## [DATA]

============

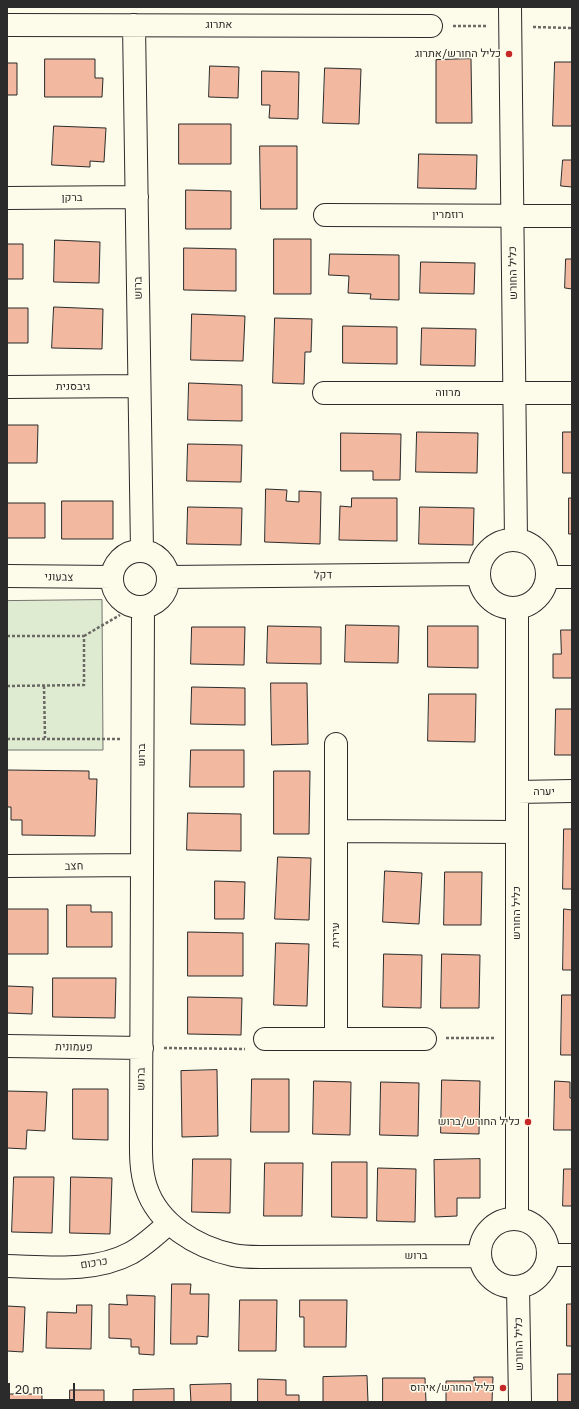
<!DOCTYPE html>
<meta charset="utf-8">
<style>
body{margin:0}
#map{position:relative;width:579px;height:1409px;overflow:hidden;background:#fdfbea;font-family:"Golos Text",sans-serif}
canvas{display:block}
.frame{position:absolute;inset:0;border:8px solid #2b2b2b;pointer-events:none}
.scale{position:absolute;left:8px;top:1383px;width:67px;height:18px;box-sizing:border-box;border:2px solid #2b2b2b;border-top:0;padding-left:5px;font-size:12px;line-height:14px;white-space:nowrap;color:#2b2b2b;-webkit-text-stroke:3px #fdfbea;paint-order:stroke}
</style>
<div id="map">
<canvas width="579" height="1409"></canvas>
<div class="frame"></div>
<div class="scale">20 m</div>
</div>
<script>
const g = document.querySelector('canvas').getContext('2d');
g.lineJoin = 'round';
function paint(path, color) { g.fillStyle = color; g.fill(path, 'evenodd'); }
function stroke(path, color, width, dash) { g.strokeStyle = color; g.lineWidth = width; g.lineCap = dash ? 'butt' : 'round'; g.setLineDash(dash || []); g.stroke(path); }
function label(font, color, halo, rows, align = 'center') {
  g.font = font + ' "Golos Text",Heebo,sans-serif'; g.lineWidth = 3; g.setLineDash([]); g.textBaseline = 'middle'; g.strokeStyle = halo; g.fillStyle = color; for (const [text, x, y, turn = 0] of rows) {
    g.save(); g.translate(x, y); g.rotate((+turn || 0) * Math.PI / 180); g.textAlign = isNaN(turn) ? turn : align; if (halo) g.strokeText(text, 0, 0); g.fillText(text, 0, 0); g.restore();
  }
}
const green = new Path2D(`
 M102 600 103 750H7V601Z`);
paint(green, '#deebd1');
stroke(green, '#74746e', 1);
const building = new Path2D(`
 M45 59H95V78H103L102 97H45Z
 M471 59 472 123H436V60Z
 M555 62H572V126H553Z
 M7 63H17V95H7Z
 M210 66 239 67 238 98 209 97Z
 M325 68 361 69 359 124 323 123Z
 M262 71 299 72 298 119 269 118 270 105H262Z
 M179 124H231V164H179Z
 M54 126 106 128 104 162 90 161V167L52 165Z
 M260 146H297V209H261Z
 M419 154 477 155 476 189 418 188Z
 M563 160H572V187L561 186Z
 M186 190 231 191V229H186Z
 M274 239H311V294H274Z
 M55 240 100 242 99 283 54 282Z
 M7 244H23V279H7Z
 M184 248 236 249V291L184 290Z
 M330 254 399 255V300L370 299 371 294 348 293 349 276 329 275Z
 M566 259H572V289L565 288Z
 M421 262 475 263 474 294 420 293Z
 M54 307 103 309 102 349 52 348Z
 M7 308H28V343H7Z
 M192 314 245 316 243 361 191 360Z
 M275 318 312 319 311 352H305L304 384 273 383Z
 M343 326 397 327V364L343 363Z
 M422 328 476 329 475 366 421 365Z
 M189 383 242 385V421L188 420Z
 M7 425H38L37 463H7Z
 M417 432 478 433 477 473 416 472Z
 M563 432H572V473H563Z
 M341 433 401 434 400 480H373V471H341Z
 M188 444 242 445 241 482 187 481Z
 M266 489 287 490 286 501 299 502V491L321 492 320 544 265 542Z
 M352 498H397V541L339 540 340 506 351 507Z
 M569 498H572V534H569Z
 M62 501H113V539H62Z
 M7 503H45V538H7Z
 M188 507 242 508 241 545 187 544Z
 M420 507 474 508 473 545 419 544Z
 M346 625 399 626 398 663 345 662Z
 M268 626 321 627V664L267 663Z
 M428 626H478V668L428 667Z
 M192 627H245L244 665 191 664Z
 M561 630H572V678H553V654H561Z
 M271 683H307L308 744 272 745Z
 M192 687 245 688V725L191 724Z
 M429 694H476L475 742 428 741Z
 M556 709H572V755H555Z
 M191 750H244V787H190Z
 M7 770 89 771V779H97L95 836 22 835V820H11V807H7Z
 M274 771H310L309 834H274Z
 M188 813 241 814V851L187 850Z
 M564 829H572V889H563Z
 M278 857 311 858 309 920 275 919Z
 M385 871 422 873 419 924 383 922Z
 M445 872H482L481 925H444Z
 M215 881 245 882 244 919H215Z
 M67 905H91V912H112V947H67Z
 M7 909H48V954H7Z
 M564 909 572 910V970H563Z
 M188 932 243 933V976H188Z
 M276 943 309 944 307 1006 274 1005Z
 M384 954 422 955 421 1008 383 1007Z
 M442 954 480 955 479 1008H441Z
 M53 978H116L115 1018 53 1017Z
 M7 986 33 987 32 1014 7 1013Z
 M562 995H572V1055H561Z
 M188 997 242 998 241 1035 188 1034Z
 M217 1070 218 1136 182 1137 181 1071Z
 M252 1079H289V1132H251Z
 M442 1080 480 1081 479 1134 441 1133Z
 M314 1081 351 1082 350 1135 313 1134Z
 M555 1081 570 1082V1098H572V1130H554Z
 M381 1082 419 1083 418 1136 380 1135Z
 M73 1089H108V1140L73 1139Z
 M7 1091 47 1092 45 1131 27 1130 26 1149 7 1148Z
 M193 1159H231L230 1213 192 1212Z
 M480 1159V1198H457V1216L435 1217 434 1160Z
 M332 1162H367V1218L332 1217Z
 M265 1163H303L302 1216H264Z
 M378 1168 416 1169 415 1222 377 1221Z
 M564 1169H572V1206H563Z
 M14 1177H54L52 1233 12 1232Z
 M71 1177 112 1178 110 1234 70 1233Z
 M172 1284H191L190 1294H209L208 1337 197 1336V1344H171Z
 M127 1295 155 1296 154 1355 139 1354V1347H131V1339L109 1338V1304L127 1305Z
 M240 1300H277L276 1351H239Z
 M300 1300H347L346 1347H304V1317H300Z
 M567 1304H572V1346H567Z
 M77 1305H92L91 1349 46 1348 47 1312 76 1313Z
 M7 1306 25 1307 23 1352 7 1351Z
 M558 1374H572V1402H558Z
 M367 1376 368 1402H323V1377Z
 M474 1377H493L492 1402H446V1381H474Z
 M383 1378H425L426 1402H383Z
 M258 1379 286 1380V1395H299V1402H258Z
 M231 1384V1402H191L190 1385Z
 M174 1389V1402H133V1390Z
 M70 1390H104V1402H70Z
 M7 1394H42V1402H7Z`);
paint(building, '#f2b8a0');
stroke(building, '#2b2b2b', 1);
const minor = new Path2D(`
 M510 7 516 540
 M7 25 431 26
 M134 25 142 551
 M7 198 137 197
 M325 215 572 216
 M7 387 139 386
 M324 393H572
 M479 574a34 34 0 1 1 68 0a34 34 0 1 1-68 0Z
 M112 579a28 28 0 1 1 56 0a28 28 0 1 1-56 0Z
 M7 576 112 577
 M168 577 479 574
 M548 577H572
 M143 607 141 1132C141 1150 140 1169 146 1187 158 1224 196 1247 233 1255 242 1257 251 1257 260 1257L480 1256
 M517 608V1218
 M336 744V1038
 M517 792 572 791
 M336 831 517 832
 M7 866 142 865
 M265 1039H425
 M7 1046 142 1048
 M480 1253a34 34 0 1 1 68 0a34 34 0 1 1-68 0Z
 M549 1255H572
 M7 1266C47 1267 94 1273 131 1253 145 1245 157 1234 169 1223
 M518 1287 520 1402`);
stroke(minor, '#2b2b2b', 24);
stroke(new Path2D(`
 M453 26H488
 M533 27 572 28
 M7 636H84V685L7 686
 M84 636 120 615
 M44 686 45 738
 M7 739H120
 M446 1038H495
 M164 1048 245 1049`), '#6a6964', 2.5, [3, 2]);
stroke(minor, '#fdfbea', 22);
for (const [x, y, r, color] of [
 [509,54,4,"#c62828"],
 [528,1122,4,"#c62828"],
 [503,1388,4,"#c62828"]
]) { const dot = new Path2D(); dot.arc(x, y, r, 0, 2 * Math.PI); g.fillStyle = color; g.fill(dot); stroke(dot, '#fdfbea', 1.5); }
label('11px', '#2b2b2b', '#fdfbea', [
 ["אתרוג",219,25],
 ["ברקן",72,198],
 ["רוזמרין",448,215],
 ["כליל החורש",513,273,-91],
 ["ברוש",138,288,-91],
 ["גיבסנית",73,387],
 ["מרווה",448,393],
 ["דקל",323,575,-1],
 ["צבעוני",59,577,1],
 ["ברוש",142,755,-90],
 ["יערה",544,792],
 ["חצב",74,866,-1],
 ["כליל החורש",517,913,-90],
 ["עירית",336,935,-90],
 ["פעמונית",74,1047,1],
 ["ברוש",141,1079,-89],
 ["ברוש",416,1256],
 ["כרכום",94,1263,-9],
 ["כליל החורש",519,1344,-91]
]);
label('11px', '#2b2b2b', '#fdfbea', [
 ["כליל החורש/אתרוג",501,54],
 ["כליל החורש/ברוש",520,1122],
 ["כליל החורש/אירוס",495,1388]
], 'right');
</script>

============

Read the listing. Report every line that includes the word "canvas".

canvas{display:block}
<canvas width="579" height="1409"></canvas>
const g = document.querySelector('canvas').getContext('2d');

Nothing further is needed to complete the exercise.